# Records contained in a dataset
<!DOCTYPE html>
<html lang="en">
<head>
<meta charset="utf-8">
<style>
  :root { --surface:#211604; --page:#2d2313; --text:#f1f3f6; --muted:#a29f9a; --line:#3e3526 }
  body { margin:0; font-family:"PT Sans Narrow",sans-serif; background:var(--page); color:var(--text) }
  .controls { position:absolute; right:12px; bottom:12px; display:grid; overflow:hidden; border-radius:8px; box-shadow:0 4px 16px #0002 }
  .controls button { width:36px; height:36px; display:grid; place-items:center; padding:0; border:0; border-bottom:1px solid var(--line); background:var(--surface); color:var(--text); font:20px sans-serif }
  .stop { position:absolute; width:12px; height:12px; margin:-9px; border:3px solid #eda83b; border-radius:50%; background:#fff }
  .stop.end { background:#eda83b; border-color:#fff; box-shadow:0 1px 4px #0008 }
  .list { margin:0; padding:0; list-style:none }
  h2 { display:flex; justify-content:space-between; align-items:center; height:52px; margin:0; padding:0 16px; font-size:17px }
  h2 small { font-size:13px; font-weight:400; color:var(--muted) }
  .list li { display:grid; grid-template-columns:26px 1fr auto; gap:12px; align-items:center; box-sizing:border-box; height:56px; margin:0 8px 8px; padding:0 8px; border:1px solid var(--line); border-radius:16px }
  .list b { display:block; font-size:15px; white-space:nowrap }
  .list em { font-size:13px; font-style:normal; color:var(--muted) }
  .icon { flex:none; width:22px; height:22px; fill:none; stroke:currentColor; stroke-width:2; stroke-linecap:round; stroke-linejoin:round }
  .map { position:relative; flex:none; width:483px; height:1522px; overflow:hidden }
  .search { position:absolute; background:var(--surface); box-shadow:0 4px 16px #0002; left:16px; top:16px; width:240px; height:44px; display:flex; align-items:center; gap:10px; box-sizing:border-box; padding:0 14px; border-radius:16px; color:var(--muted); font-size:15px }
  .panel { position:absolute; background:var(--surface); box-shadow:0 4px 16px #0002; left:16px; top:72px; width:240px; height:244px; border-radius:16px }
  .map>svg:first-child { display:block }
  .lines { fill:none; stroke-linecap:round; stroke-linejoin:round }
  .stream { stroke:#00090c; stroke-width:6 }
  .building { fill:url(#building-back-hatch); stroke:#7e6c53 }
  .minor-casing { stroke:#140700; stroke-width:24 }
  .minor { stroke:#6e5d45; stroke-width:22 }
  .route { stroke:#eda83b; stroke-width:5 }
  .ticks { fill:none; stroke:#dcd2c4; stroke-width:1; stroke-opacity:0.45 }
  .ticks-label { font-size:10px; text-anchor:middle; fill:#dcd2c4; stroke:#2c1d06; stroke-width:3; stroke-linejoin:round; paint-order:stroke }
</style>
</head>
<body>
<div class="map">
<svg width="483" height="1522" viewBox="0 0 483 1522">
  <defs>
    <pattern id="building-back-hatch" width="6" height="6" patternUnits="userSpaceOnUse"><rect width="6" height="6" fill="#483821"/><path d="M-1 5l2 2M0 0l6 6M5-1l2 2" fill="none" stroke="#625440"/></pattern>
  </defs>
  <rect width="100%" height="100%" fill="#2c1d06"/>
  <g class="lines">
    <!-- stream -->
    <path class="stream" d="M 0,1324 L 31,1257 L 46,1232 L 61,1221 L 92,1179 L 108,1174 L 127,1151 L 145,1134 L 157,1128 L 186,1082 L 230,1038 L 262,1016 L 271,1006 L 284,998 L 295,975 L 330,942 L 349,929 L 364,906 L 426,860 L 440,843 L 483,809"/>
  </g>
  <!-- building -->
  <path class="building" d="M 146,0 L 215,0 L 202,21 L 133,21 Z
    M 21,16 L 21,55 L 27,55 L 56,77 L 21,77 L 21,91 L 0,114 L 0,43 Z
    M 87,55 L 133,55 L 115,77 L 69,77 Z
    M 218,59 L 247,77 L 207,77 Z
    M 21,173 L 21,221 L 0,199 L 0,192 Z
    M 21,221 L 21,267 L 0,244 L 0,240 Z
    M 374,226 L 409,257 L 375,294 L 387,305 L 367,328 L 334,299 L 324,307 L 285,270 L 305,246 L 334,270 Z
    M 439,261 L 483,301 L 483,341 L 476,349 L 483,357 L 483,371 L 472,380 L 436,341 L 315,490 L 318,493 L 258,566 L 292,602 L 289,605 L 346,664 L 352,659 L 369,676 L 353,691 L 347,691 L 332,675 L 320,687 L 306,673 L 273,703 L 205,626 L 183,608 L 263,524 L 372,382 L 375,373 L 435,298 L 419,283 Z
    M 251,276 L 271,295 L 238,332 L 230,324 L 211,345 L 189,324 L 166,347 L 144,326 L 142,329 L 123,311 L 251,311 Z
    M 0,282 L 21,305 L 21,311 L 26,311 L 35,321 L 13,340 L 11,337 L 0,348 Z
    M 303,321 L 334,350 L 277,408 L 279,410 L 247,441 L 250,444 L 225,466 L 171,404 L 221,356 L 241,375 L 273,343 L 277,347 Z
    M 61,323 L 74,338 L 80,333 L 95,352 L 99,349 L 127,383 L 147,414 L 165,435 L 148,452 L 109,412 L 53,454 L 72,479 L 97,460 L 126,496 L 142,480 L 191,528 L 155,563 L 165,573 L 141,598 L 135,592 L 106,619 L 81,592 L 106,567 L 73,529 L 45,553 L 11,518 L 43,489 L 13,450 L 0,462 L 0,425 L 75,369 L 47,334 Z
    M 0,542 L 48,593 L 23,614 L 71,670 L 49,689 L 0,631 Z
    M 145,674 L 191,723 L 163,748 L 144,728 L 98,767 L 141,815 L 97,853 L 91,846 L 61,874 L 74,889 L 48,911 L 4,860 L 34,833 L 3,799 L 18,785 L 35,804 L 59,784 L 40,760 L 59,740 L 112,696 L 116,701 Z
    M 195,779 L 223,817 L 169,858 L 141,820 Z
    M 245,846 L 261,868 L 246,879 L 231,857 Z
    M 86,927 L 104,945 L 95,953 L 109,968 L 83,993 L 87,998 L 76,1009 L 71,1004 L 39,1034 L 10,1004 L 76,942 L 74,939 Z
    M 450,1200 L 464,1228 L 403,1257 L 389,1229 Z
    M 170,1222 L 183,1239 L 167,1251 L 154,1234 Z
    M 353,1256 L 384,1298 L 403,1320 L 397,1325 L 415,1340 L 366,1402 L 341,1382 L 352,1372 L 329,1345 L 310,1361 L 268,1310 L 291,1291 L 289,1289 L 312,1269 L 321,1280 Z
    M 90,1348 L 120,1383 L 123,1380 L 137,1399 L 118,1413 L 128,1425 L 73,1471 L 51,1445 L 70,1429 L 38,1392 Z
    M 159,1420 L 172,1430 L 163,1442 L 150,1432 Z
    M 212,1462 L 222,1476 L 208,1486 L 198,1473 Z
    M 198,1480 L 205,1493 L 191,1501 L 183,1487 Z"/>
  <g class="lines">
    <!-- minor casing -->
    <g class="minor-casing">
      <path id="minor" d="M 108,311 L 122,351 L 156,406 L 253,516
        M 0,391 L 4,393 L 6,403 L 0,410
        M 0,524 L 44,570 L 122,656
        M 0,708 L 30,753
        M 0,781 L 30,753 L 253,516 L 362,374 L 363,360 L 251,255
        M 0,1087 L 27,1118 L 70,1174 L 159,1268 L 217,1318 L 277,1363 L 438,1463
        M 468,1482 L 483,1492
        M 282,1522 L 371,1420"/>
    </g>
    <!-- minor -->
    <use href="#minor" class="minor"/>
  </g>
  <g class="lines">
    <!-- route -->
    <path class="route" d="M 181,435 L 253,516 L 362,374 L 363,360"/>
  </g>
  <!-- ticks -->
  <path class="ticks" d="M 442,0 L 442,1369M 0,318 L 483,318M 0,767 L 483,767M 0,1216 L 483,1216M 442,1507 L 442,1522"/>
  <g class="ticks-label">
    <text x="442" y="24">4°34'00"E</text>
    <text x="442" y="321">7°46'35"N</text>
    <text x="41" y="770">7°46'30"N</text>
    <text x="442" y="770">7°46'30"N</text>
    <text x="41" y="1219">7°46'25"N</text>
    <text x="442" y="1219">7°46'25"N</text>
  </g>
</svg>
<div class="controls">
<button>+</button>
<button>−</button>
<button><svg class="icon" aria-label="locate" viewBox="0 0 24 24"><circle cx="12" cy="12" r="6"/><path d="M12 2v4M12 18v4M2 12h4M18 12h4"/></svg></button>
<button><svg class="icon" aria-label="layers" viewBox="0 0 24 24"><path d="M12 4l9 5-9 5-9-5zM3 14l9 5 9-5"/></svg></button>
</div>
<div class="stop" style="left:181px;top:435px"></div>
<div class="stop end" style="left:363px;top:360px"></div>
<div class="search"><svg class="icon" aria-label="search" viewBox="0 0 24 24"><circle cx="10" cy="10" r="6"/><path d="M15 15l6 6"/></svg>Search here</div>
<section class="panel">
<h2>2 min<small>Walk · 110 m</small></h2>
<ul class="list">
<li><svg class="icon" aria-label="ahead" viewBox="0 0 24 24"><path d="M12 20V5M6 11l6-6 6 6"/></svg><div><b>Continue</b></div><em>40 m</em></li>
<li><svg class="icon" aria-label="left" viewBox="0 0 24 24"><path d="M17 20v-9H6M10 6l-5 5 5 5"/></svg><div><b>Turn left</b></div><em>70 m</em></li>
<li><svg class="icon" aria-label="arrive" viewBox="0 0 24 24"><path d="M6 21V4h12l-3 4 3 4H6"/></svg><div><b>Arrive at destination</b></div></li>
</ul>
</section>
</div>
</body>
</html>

# EXERCISE INSTRUCTIONS
Lines from the start of the entries through the one containing "--surface:#211604; --page:#2d2313; --text:#f1f3f6;" are to be set down again exactly, both ends included.

# COMPLETED TASK
<!DOCTYPE html>
<html lang="en">
<head>
<meta charset="utf-8">
<style>
  :root { --surface:#211604; --page:#2d2313; --text:#f1f3f6; --muted:#a29f9a; --line:#3e3526 }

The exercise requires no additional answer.